While the technology world continues to focus on Apple's yet-to-be-launched iPad, it seems iPhone sales may be slowing. Apple lost market share in the global smartphone market in the fourth quarter, ABI Research reports.
Apple's share fell from 18.1 percent in the third quarter to 16.6 percent in the fourth quarter, according to ABI's data. This comes despite the fact that Apple posted record iPhone sales for the quarter of 8.7 million units, up 100 percent from the year-ago quarter and up 18 percent from the third quarter.

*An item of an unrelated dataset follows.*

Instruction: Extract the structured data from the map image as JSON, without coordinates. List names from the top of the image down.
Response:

"2009 may have started with a whimper, but by the fourth quarter of 2009 the global mobile handset market ended with a pretty reasonable bang," said Jake Saunders, vice president for forecasting at ABI. "We estimate 336.5 million handsets were shipped in the fourth quarter of 2009, up 15.1 percent quarter over quarter."
Nokia vs Apple
Despite market leader Nokia's weakened position in the smartphone segment, ABI said the company still managed to maintain 37.7 percent of the overall handset market. Korea's influence on the handset market is underscored by LG Electronics and Samsung. With 10 percent of the market, LG ranks behind Apple. LG has been counting on its S-class smartphone series to help it secure a bridgehead in the market, ABI said.

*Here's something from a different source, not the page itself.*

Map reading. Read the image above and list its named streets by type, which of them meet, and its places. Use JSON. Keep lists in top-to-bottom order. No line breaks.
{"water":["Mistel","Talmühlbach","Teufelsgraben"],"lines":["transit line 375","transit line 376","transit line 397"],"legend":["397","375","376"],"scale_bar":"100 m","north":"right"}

Nokia has another advantage over Apple. While Apple's App Store is still the most popular worldwide, Nokia's Ovi Store has overtaken Apple in crucial high-growth emerging markets in Asia-Pacific and Latin America, according to the newly released Wireless Development Survey from Research and Markets. Microsoft's Windows Marketplace for Mobile and apps sold directly through a carrier were also popular channels.
"The app-store model is now an expected part of any wireless developer program," said Janel Garvin, CEO of Evans Data. "And while Apple's iPhone App Store set the pace in North America and Europe, Nokia has been busy cultivating developers outside the U.S. in their traditional offshore strongholds, and has been remarkably successful in the short time of the Ovi Store's existence."
Meanwhile, ABI said Samsung, the market-share juggernaut, seems unstoppable. Between June 2008 and December 2009, Samsung increased its market share from 15.2 percent to 20.5 percent. Samsung has benefited from a strong lineup of feature phones as well as a strong reputation for innovative smartphones.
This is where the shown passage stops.